If 5% or even 10% of our food came from farms like these, it could stabilize prices, create jobs, and make the whole system less likely to break the next time disaster strikes.

Frankfort, Illinois: A Micro Example

Let's take a look at the impact of choosing local with our home community... Frankfort, IL:

  • Population: 21,160
  • Households: ~7,000 (3 people per household)
  • Average turkey: 16 lbs
  • Industrial price: $1.25/lb
  • Local Turkey (Kakadoodle): $8/lb

Baseline (100% industrial):
7,000 × 16 × $1.25 = $140,000 spent on turkeys in Frankfort this Thanksgiving.

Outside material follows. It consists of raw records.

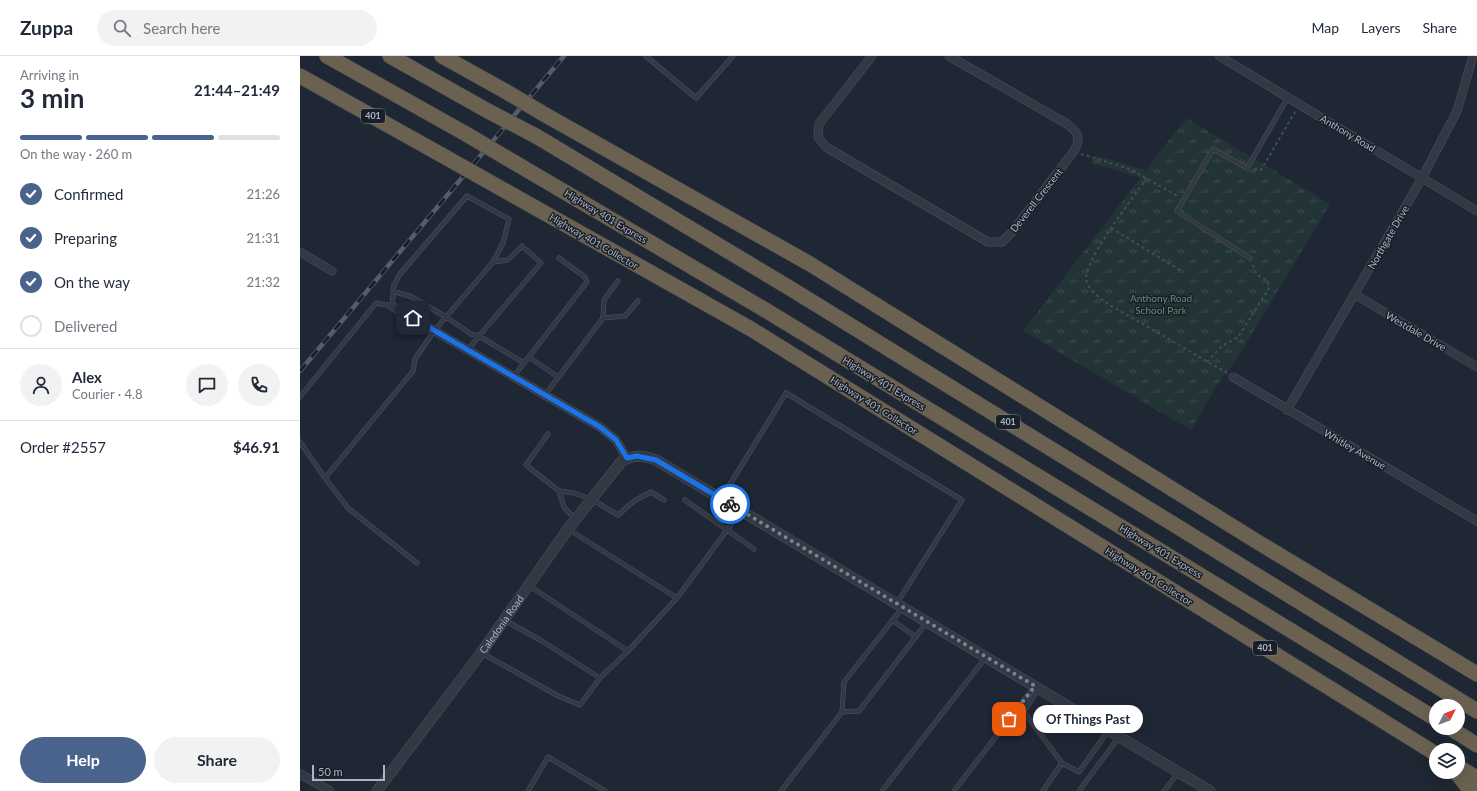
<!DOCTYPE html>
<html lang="en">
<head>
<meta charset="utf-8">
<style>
  :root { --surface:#fff; --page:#f2f2f3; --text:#1f2937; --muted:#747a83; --line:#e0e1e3; --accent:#4a638c }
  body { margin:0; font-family:Lato,sans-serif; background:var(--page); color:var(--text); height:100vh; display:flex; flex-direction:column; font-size:15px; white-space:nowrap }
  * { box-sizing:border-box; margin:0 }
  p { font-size:13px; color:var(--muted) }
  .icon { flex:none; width:22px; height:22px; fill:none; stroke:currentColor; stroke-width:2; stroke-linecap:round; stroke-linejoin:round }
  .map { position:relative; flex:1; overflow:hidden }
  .sheet { display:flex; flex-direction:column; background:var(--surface); width:300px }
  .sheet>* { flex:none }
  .needle { width:26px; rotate:48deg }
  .buttons { position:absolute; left:1129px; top:643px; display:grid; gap:8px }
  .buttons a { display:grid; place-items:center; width:36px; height:36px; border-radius:50%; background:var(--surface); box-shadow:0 4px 16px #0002; font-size:20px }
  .scale { position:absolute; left:12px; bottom:10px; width:73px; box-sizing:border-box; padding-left:4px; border:2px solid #acb4c2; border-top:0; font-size:11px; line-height:14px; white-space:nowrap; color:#acb4c2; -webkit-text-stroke:3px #181f29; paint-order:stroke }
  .pin { position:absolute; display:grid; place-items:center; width:34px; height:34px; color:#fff; margin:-17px; border-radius:8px; box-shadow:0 2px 6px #0006 }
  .courier { position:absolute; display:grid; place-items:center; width:40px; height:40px; margin:-20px; border:3px solid #1a73e8; border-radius:50%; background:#fff; color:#222; box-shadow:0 1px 5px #0007 }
  .bubble { position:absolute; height:28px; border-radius:14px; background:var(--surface); box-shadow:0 4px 16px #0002; font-size:13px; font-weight:700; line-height:28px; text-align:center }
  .head em { font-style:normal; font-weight:700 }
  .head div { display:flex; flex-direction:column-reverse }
  .head { display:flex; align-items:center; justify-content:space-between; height:68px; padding:0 20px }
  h1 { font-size:26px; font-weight:700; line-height:30px }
  .bar { display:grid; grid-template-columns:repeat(4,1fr); gap:6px 4px; align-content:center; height:48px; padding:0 20px }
  .bar i { height:5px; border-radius:3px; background:var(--line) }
  .bar .current { background:var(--accent) }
  .bar p { grid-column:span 4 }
  .line { display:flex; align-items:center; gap:10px; padding:0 20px; border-top:1px solid var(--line) }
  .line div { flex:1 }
  .round { display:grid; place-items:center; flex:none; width:42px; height:42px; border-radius:21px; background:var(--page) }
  ol { padding:0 20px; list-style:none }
  li { display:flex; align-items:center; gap:12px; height:44px }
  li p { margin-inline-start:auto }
  li .icon { padding:4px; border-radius:50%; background:var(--accent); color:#fff; stroke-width:4 }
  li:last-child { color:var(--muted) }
  li i { width:22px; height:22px; border:2px solid var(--line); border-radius:50% }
  .primary-button { display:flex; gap:8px; margin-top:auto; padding:8px 20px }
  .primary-button a { flex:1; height:46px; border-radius:24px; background:var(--accent); color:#fff; font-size:16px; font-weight:700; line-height:46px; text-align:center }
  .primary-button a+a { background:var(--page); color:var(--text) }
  header { display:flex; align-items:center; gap:24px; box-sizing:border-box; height:56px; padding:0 20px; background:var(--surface); border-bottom:1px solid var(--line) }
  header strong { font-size:19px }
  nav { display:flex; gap:22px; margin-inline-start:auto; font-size:14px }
  .search { width:280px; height:36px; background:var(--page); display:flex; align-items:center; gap:10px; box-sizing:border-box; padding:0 14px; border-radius:22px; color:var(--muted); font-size:15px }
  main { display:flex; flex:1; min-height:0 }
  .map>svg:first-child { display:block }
  .park { fill:url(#park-tufts) }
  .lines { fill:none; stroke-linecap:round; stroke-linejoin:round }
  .service-casing { stroke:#4d5460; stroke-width:5 }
  .minor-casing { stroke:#4d5460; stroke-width:9 }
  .tertiary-casing { stroke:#4d5460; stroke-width:11 }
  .motorway-casing { stroke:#3a414c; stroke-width:16 }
  .path { stroke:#3e5053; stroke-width:2; stroke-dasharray:3 3; stroke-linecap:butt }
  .service { stroke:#323945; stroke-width:4 }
  .minor { stroke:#323945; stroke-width:8 }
  .tertiary { stroke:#323945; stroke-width:10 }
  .motorway { stroke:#6b6150; stroke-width:15 }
  .rail-casing { stroke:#545d6c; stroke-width:4.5 }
  .rail { stroke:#181f29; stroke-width:3; stroke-dasharray:9; stroke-linecap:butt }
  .motorway-bridge-casing { stroke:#3a414c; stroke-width:16; stroke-linecap:butt }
  .motorway-bridge { stroke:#6b6150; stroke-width:15 }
  .done { stroke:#7b8390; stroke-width:4; stroke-dasharray:0 7.2 }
  .route { stroke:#1a73e8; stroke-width:5 }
  .labels { text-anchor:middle; stroke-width:3; stroke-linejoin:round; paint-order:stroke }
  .shield { fill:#181f29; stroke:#808794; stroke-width:1 }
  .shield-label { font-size:9px; font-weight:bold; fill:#acb4c2 }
  .street-label { font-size:10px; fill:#acb4c2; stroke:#181f29 }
  .park-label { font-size:10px; fill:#659171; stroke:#181f29 }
</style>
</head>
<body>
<header>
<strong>Zuppa</strong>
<div class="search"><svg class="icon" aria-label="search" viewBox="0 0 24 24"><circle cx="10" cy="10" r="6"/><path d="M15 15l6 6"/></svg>Search here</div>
<nav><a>Map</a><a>Layers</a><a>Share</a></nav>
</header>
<main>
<section class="sheet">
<div class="head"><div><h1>3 min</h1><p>Arriving in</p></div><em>21:44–21:49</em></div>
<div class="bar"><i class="current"></i><i class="current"></i><i class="current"></i><i></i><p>On the way · 260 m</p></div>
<ol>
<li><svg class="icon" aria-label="check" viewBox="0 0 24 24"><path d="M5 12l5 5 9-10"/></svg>Confirmed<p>21:26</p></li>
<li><svg class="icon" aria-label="check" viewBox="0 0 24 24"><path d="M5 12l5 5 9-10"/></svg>Preparing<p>21:31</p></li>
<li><svg class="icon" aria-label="check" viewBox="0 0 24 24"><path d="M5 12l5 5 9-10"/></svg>On the way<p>21:32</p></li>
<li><i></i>Delivered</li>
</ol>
<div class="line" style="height:72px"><a class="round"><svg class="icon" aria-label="person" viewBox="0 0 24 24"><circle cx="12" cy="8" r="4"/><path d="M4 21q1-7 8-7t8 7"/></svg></a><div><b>Alex</b><p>Courier · 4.8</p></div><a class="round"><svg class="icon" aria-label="chat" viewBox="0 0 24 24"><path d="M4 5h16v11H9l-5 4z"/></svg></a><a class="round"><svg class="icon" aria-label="phone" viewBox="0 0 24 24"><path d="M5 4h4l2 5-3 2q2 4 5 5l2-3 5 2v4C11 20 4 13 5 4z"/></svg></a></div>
<div class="line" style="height:52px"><div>Order #2557</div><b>$46.91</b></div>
<div class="primary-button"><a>Help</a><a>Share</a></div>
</section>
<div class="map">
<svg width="1177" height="735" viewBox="0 0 1177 735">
  <defs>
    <pattern id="park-tufts" width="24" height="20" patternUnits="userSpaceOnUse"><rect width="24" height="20" fill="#223436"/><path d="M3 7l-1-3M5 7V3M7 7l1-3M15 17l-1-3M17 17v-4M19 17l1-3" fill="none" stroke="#3f4f51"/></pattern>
  </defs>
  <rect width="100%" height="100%" fill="#1f2734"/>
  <path class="park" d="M886,62L1030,148L936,304L918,328L891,374L723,275L840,122L791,107L795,99L846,114Z"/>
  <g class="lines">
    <g class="service-casing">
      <path id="service" d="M346,0L396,42L433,0
        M950,202L877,155L913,93L947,112L988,41
        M303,262L304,244L318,225
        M168,294L179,280L224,307
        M229,301L258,321
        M214,320L287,226L285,221L259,202
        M245,339L303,262L325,260L338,245
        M0,341L76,247L92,250L94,229L100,218L167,140L209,163L203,187L193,206
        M248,378L226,409L259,435L274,437L291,443L318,459L334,445L351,436L364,444
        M0,386L25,422L113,315L115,303L134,275L193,206L208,204L222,190L241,207L179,280L171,278L146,261L112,241L93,235
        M25,422L48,452L117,507
        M259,435L264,451L275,463
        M421,443L486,337L662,444L597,547
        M385,444L454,493
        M268,473L377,542L441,455
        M228,529L328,595
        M592,564L616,581
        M182,597L258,640L280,649L300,622L242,585L204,564
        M300,622L328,595L377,542
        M738,633L724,656L762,707L779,716L808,675
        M542,656L559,655L627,566
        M228,735L248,701L305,735
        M481,735L542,656L544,626L603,551
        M582,735L686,601
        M654,735L734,631
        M743,735L762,707
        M779,735L819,681
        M864,735L879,716"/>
    </g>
    <g class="minor-casing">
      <path id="minor" d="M572,0L519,68L518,81L526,91L688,186H702L712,176L774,95C781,82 779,77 767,68L649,0
        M919,0L1177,155
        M0,196L32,215
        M1054,238L1177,311
        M92,250L300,371L316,384L327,402
        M933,321L1177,465
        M987,354L1122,122L1157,55L1173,0
        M0,718L30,735"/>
    </g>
    <g class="tertiary-casing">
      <g id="tertiary">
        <path id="s1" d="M77,735L181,597L268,473L321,406C332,398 344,399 356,404L910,735"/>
      </g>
    </g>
    <g class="motorway-casing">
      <path id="motorway" d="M27,0L166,78
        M90,0L188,55
        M142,0L205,35
        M0,20L147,102
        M242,57L510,208L956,485L1177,618
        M236,80L488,231L1177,655
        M205,101L467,255L1136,663
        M186,124L451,273L1136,698
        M1150,672L1177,689
        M1158,711L1177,722
        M1156,716L1167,730L1174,735"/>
    </g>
    <path class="path" d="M781,98L830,113L879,141
      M954,113L961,114L995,56
      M847,122C833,142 786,201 786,223C787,233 798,240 805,246L927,317
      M811,172L883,216
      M907,306L922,290L938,281L970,231L966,224L957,219L952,207"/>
    <use href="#service" class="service"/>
    <use href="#minor" class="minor"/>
    <use href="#tertiary" class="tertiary"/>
    <use href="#motorway" class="motorway"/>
    <g class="rail-casing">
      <path id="rail" d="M0,315L264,0"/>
    </g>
    <use href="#rail" class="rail"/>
    <g class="motorway-bridge-casing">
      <path id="motorway-bridge" d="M205,35L242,57
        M188,55L236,80
        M166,78L205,101
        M147,102L186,124"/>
    </g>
    <use href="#motorway-bridge" class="motorway-bridge"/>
  </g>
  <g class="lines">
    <path class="done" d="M430,448L735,630L709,663"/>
    <path class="route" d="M113,262L300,371L316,384L327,402L337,400L356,404L430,448"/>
  </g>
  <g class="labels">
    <g class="shield">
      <rect x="61" y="53" width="24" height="14" rx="3"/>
      <rect x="696" y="359" width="24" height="14" rx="3"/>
      <rect x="953" y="585" width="24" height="14" rx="3"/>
    </g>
    <g class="shield-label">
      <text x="73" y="63">401</text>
      <text x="708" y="369">401</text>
      <text x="965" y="595">401</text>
    </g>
    <g class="street-label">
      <text transform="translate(1048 77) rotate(31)" y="4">Anthony Road</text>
      <text transform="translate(736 144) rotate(-52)" y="4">Deverell Crescent</text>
      <text transform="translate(306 160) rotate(31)" y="4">Highway 401 Express</text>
      <text transform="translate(1088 181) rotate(-60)" y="4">Northgate Drive</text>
      <text transform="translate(294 185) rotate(30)" y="4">Highway 401 Collector</text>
      <text transform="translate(1116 275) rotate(30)" y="4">Westdale Drive</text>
      <text transform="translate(584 327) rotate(31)" y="4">Highway 401 Express</text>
      <text transform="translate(574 349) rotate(32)" y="4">Highway 401 Collector</text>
      <text transform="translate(1055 393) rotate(30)" y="4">Whitley Avenue</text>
      <text transform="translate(861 495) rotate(31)" y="4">Highway 401 Express</text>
      <text transform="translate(849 520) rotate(32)" y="4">Highway 401 Collector</text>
      <text dy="4" stroke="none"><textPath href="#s1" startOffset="208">Caledonia Road</textPath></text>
    </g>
    <g class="park-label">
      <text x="861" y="246">Anthony Road<tspan x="861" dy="12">School Park</tspan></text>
    </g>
  </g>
</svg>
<div class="buttons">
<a><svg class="needle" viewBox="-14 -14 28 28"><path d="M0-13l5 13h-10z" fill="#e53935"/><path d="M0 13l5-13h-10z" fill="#747a83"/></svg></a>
<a><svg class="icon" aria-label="layers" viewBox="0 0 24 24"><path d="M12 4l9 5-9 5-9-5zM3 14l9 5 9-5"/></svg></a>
</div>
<div class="scale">50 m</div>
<div class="pin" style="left:709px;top:663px;background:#ea580c"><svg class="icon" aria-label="bag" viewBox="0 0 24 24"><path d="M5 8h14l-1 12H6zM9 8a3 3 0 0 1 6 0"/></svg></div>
<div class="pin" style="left:113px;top:262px;background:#1f2937"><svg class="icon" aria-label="home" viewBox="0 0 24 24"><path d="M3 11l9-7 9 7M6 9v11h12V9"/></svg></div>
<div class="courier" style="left:430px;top:448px"><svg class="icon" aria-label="bike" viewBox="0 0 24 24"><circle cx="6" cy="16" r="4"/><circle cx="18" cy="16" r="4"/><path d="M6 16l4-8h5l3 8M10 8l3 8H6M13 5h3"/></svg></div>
<div class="bubble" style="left:733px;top:649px;width:110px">Of Things Past</div>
</div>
</main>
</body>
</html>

Local Share Households (Local) Local Spend (@$8/lb) Industrial Spend (@$1.25/lb) Total Spend
0.25% 18 ~$2,300 ~$139,900 ~$142,200
1% 70 ~$9,000 ~$138,900 ~$147,900
5% 350 ~$45,000 ~$133,000 ~$178,000
10% 700 ~$90,000 ~$126,000 ~$216,000

Even if just 5% of households — the ones who could afford to make the switch — bought a local turkey, that’s $45,000 staying in Frankfort instead of leaving the region. Enough to fund new infrastructure, create jobs, and invest in soil health.

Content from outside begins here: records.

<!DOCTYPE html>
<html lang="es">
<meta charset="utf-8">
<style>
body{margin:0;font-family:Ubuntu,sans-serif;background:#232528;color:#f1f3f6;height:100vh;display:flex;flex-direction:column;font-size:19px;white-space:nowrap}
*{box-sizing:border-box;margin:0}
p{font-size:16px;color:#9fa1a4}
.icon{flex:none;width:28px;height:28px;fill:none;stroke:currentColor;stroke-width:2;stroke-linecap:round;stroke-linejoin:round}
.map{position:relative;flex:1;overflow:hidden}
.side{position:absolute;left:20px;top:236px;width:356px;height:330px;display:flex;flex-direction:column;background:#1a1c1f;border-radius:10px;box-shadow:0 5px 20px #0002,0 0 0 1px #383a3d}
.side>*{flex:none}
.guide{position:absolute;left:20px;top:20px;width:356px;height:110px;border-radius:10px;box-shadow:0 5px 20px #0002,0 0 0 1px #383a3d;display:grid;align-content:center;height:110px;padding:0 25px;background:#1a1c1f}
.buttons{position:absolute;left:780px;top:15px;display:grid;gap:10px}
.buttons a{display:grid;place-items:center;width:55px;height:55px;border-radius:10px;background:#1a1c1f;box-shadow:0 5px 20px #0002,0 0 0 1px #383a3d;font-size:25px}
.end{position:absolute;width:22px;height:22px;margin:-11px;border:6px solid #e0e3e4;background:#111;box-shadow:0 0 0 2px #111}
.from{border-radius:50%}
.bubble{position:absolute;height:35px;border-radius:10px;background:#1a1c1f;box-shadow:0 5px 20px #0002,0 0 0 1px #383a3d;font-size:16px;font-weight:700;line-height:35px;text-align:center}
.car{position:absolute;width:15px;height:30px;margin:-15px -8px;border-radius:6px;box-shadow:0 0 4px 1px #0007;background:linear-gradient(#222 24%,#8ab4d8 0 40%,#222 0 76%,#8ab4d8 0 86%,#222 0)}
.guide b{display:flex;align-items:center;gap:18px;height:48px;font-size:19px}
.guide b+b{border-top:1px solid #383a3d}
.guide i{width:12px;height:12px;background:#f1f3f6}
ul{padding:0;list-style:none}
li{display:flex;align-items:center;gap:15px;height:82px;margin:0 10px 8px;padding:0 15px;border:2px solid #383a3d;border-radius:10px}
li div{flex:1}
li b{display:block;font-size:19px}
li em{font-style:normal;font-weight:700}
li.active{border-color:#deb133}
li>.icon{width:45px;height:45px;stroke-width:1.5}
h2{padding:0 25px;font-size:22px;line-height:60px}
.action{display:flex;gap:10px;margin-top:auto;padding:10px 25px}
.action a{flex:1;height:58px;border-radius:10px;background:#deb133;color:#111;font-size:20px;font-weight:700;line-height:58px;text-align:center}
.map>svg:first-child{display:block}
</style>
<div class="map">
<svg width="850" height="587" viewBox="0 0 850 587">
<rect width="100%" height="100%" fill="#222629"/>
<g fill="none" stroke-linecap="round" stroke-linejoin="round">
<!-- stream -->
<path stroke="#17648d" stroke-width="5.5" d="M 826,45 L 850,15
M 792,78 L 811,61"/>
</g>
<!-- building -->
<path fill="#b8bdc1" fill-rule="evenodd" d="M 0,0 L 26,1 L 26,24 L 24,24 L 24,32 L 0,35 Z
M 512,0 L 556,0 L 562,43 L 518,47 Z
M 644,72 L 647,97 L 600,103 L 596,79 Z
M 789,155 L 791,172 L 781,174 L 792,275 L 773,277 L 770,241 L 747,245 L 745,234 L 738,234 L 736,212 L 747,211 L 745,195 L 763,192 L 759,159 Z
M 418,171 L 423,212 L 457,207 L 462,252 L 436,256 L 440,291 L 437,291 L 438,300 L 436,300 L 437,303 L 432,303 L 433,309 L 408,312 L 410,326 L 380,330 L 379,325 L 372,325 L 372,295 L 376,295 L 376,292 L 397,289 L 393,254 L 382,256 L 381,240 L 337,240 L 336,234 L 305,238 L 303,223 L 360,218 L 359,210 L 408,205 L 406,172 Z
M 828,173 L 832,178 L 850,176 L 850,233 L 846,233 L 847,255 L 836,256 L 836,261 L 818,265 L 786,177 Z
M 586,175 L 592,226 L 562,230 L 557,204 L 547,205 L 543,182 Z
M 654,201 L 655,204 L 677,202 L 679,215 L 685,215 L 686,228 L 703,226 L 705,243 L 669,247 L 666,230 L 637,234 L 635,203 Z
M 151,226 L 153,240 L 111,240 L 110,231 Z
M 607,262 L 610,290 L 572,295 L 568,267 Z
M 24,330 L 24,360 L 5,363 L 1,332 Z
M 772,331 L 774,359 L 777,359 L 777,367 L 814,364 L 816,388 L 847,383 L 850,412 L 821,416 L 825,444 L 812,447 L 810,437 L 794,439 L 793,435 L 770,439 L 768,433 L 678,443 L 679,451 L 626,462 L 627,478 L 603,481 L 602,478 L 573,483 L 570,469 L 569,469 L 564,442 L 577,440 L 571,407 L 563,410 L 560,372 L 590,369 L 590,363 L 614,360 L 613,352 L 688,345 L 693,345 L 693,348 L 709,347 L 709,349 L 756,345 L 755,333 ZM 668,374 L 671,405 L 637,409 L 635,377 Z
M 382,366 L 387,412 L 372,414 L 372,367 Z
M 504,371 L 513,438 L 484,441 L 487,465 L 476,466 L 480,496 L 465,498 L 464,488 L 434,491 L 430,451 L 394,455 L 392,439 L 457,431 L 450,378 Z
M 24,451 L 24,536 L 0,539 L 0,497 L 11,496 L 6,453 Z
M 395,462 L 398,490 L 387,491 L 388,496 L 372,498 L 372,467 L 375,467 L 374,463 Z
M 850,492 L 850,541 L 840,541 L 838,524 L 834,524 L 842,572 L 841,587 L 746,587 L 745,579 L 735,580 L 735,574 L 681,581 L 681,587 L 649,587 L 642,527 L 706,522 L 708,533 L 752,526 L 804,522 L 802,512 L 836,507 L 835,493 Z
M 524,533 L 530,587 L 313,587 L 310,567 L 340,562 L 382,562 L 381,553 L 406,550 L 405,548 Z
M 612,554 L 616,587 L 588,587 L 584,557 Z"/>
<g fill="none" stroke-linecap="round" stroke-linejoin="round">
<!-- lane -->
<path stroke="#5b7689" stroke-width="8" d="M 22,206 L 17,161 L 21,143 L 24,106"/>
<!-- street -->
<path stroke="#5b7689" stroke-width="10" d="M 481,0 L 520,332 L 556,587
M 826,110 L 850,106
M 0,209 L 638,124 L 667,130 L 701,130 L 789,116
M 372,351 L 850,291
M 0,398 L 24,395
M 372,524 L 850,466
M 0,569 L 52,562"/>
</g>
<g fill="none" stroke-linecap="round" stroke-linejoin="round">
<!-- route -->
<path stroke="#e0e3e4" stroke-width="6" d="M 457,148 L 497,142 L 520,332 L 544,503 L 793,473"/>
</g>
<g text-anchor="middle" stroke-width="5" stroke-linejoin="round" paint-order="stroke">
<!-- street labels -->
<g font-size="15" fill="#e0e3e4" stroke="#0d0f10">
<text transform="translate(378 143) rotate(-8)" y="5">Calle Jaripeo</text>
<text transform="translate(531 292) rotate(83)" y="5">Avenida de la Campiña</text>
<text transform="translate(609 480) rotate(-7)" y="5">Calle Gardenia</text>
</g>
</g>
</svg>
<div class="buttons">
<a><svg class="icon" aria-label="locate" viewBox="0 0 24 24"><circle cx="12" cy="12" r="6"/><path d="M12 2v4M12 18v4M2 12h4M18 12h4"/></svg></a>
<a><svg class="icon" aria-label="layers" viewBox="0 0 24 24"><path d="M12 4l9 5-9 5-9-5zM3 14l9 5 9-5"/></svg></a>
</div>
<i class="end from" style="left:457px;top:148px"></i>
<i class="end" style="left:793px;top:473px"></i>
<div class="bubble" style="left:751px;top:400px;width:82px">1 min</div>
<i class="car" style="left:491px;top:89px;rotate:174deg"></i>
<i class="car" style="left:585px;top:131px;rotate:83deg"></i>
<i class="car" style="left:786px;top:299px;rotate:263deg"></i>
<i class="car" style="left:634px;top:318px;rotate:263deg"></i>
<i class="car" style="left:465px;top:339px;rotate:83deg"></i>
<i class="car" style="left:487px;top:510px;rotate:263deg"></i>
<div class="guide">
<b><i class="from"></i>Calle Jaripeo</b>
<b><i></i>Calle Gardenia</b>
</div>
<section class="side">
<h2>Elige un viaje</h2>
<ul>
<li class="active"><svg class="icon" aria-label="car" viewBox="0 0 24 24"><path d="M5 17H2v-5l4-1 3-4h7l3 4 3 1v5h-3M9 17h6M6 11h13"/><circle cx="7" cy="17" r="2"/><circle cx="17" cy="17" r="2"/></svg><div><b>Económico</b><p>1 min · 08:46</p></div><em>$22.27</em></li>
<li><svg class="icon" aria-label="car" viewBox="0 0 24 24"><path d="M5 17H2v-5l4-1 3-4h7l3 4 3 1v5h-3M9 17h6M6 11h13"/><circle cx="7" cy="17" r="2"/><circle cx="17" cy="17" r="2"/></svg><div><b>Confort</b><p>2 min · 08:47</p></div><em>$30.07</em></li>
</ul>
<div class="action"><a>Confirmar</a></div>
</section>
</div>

It might sound small, but small shifts like this can spark systemic change. Each dollar spent locally helps move us away from industrial food systems that prize efficiency and low prices at the expense of health, soil, and community. It’s the beginning of a transition toward something more stable and resilient — a food system that values long-term wellbeing over short-term profit.

So Where Do We Go From Here?

Every Thanksgiving, the headlines focus on the price of turkey. But the real story isn’t about inflation — it’s about fragility. A food system that depends on a few massive players can’t handle disruption. The good news is, we don’t need to overhaul it overnight. Real change starts small — with communities, with connection, and with choices that keep dollars, nutrients, and trust closer to home.

Whether you buy from a local farm or a grocery store this year, take a moment to think about where your food comes from — and what kind of future you want that food to support. Because every meal we share, every dollar we spend, helps shape the system we’ll pass on.

That’s what we’re trying to build here at Kakadoodle — one small but sturdy piece of a food system that can stand the test of time.